MVT-based vectors: first stab

Maurizio Cimadamore maurizio.cimadamore at oracle.com
Wed Jun 28 15:00:31 UTC 2017



On 28/06/17 15:36, Vladimir Ivanov wrote:
>
>
> On 6/28/17 5:08 PM, Maurizio Cimadamore wrote:
>> Great work Vlad; I have two questions before I dive in more details
>>
>> * why did you need to handle arrayLength() specially? Since an array 
>> is a reference, shouldn't it work already?
>
> It's a workaround for C2 crashes I observed when working with 
> arraylength method handle on Q-typed arrays. The problem for the 
> compiler is that the implementation uses 
> ArrayAccessor.lengthL(Object[]), so on bytecode level there's a 
> conflict between declared & actual type (DVT[] doesn't extend Object[]).
>
> IMO the proper fix would be to have "erased" version for such cases 
> (or replace all primitive array specializations with a single "erased" 
> version):
>
>   static int lengthL(java.lang.Object);
>          0: aload_0
>          1: arraylength
>          2: ireturn
>
> But it can't be expressed in Java language and requires bytecode 
> generation.
OK - in other words, we need to specialize array length, because of the 
missing subtyping edge. Ugh.
>
>> * Can you explain me exactly what you were trying to achieve with 
>> state.push/state.pop in the intrinsic generation? Typically the state 
>> is updated through opcodes - so, assuming you are generating 
>> bytecodes that make sense, you should not need this - unless there 
>> are bugs in the code builder (which is possible!)
>
> The following sequence usually hits the bug in the code builder:
>   builder.goto_("l1");
>   builder.label("l2");
>
> goto_() doesn't wipe the state, but the state at l2 doesn't relate to 
> the state when jumping to l1. It usually manifests as stack depth or 
> type mismatches when trying to merge the states in builder.label().

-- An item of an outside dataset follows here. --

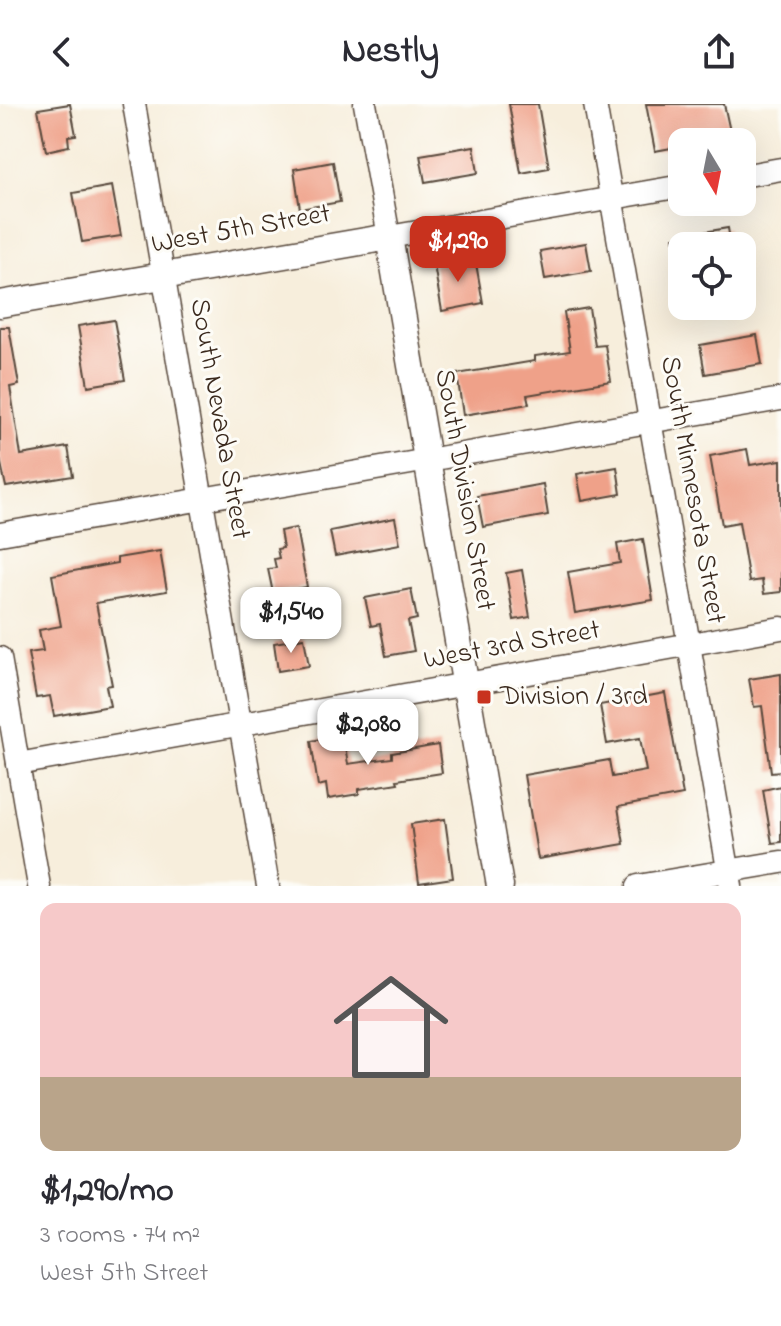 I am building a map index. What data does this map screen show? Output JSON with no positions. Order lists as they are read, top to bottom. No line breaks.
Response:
{"streets":{"street":["West 5th Street","South Nevada Street","South Division Street","South Minnesota Street","West 3rd Street"]},"crossings":[["West 5th Street","South Nevada Street"],["West 5th Street","South Division Street"],["West 5th Street","South Minnesota Street"],["South Nevada Street","West 3rd Street"],["South Division Street","West 3rd Street"],["South Minnesota Street","West 3rd Street"]],"places":{"transit":["Division / 3rd"]},"north":"bottom","page":{"header":"Nestly","price":["$1,290","$1,540","$2,080"],"list":[{"name":"$1,290/mo","note":"3 rooms · 74 m² · West 5th Street"}]}}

I see - that's a well-known issue - the builder currently doesn't handle 
reachability. In your case, the builder should realize that code after 
'goto' is dead, so it should just try to merge an empty state with the 
state of the code that is jumping to "l2" (of course this assumes that 
there's no other subsequent backward jump to "l2" otherwise the simple 
stackmap analysis implemented here would fail and you'll need some fix 
point calculation a la ASM).

Maurizio
>
> Best regards,
> Vladimir Ivanov
>
>> On 28/06/17 14:17, Vladimir Ivanov wrote:
>>> Hi,
>>>
>>> I started playing with MVT-based vectors recently and want to share 
>>> my experience so far.
>>>
>>> For the first step, I decided to avoid specific treatment of 
>>> super-longs (Long2/4/8) in the JVM we have in Panama and just mark 
>>> them as VCCs for now:
>>>   @DeriveValueType
>>>   final class Long2 { public final long lo, hi; }
>>>
>>> As a test case I chose sum of array elements:
>>>
>>>   long sum(QLong2[] va) {
>>>     QLong2 v = QLong2.default; // (0,0)

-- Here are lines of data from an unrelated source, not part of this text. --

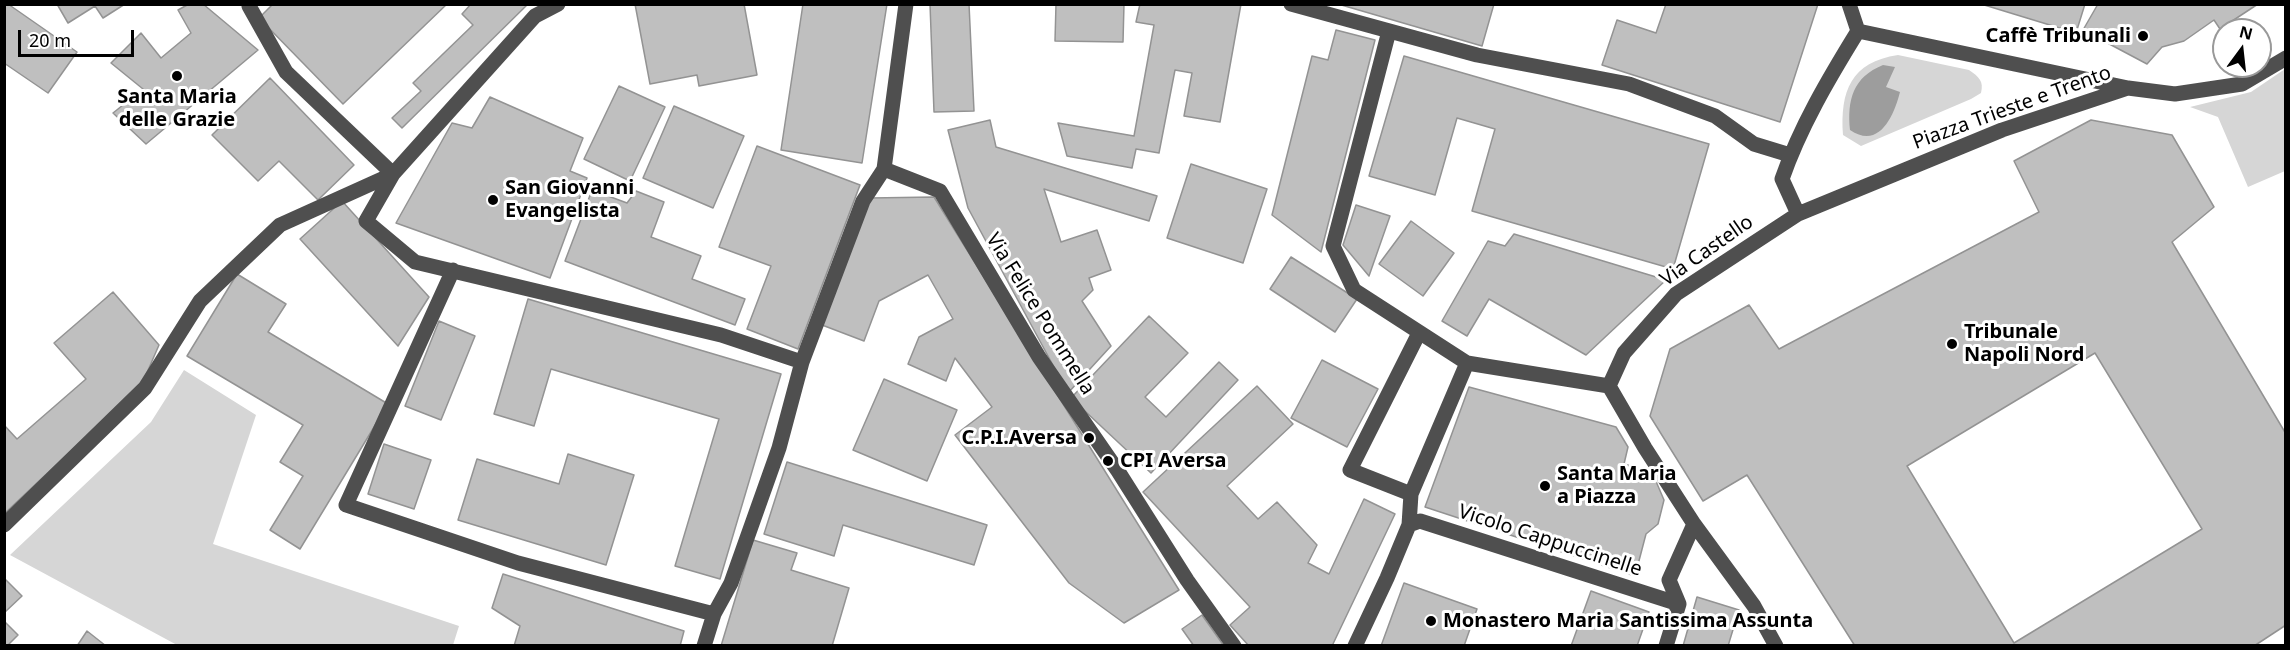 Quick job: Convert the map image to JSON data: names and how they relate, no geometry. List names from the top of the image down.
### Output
{
  "streets": {
    "street": [
      "Piazza Trieste e Trento",
      "Via Castello",
      "Via Felice Pommella",
      "Vicolo Cappuccinelle"
    ]
  },
  "crossings": [
    ["Piazza Trieste e Trento", "Via Castello"]
  ],
  "places": [
    "Caffè Tribunali",
    "Santa Maria delle Grazie",
    "San Giovanni Evangelista",
    "Tribunale Napoli Nord",
    "C.P.I.Aversa",
    "CPI Aversa",
    "Santa Maria a Piazza",
    "Monastero Maria Santissima Assunta"
  ],
  "scale_bar": "20 m",
  "north": "top"
}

>>>     for (int i = 0; i < va.length; i++) {
>>>       QLong2 vi = va[i];
>>>       v = QLong2(v.lo + vi.lo, v.hi + vi.hi);
>>>     }
>>>     return v.lo + v.hi;
>>>   }
>>>
>>> Here are the changes:
>>>  http://cr.openjdk.java.net/~vlivanov/valhalla/vectors.mvt/webrev.00/
>>>
>>> SUMMARY & RESULTS
>>>
>>> I hit some bugs along the way and had to extend the code for Q-types 
>>> in some places to get decent code shape generated. (I'll shepherd 
>>> the fixes in the repo separately.) I ended up with the following 
>>> generated code:
>>>
>>> http://cr.openjdk.java.net/~vlivanov/valhalla/vectors.mvt/sumArrayL2.log 
>>>
>>>
>>> Unfortunately, there are still 2 allocations left in the generated 
>>> code (out of 5 initially). C2 can't scalarize the accumulator (v) 

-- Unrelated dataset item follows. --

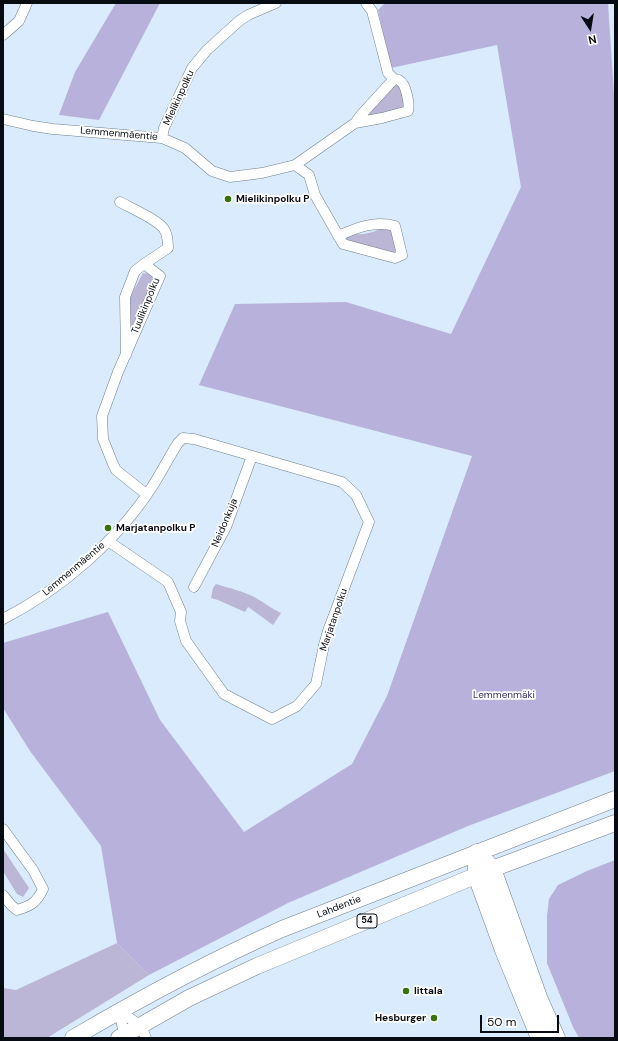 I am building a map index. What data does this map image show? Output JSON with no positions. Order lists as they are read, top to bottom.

>>> inside the loop and has to put updated components (lo & hi) in 
>>> allocated heap buffer on every iteration over the array (generated 
>>> code [1], C2 EA output [2]).
>>>
>>>
>>> GORY DETAILS
>>>
>>>   hotspot/src/share/vm/opto/type.cpp
>>>
>>>     * Type::get_typeflow_type() doesn't distinguish between 
>>> TypeValueTypePtr & TypeValueType
>>>
>>>
>>> jdk/src/java.base/share/classes/java/lang/invoke/LambdaFormBuilder.java
>>>
>>>     * introduced some LF intrinsics, e.g. LOOP and SELECT_ALTERNATIVE;
>>>
>>>     * had to workaround control flow-related bugs in the bytecode 
>>> library (jdk.experimental.bytecode): broken JVM state after goto_() 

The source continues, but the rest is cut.